[av v10.0] The output container does not put audio stream under audio but under other instead
Created by: YosuaMichael
Overview
In av==10.0, when we do add stream for audio steam in output container: container.add_stream('aac', rate=44100)
, we notice that container.streams.audio
is still empty tuple, and instead the audio steam actually goes to container.streams.other
instead (see reproduction code below).
Note that this bug is not happening in av==9.2.
Expected behavior
When we do container.add_stream('aac', rate=44100)
we expect container.streams.audio
to be not empty
Actual behavior
When we do container.add_stream('aac', rate=44100)

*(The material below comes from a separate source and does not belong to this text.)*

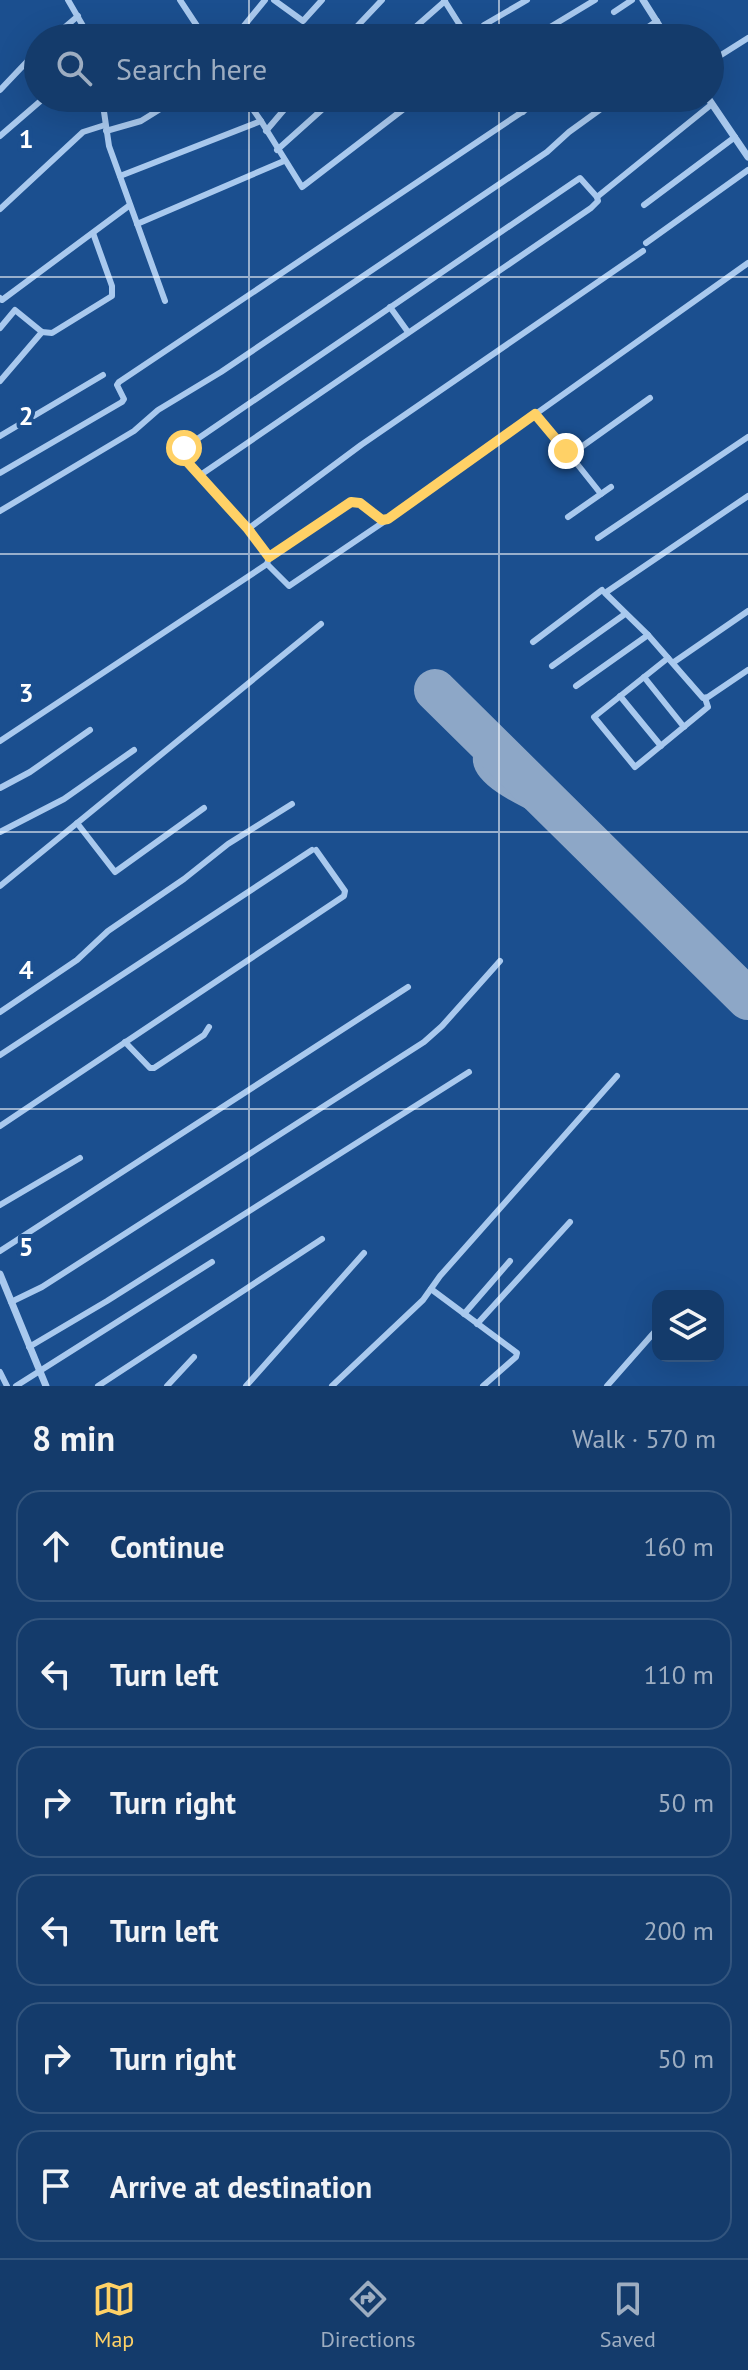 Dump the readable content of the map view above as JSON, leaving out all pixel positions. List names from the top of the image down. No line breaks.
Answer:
{"page":{"search":"Search here","heading":["8 min","Walk · 570 m"],"list":[["Continue","160 m"],["Turn left","110 m"],["Turn right","50 m"],["Turn left","200 m"],["Turn right","50 m"],"Arrive at destination"],"nav":["Map","Directions","Saved"]},"grid":{"rows":["1","2","3","4","5"]}} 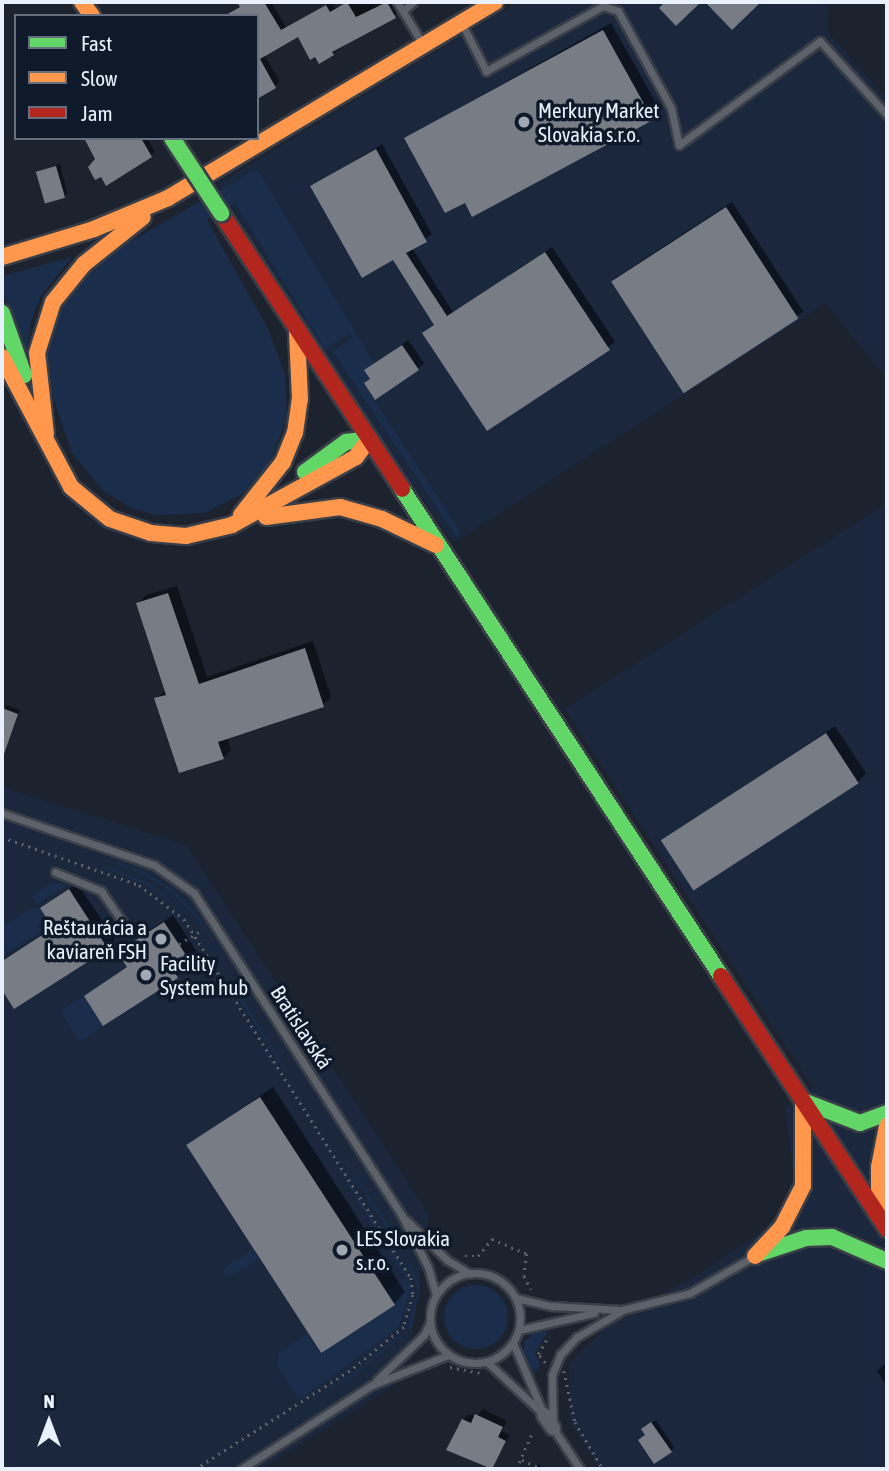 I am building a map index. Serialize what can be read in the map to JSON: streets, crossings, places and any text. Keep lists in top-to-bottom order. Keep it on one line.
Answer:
{"streets":{"lane":["Bratislavská"]},"places":["Merkury Market Slovakia s.r.o.","Reštaurácia a kaviareň FSH","Facility System hub","LES Slovakia s.r.o."],"legend":["Fast","Slow","Jam"],"north":"top"}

we expect container.streams.audio
is empty, and container.streams.other
is not empty instead.
Reproduction
# Simplified from torchvision code: https://github.com/pytorch/vision/blob/main/torchvision/io/video.py#L99
import av
import torch
import numpy as np
audio_fps = 44100
audio_codec = 'aac'
audio_layout = "stereo"
audio_array = torch.rand((2, 44100))
container = av.open("test_write.mp4", mode="w")
a_stream = container.add_stream(audio_codec, rate=audio_fps)
audio_format_dtypes = {
"dbl": "<f8",
"dblp": "<f8",
"flt": "<f4",
"fltp": "<f4",
"s16": "<i2",
"s16p": "<i2",
"s32": "<i4",
"s32p": "<i4",
"u8": "u1",
"u8p": "u1",
}
audio_sample_fmt = container.streams[0].format.name
format_dtype = np.dtype(audio_format_dtypes[audio_sample_fmt])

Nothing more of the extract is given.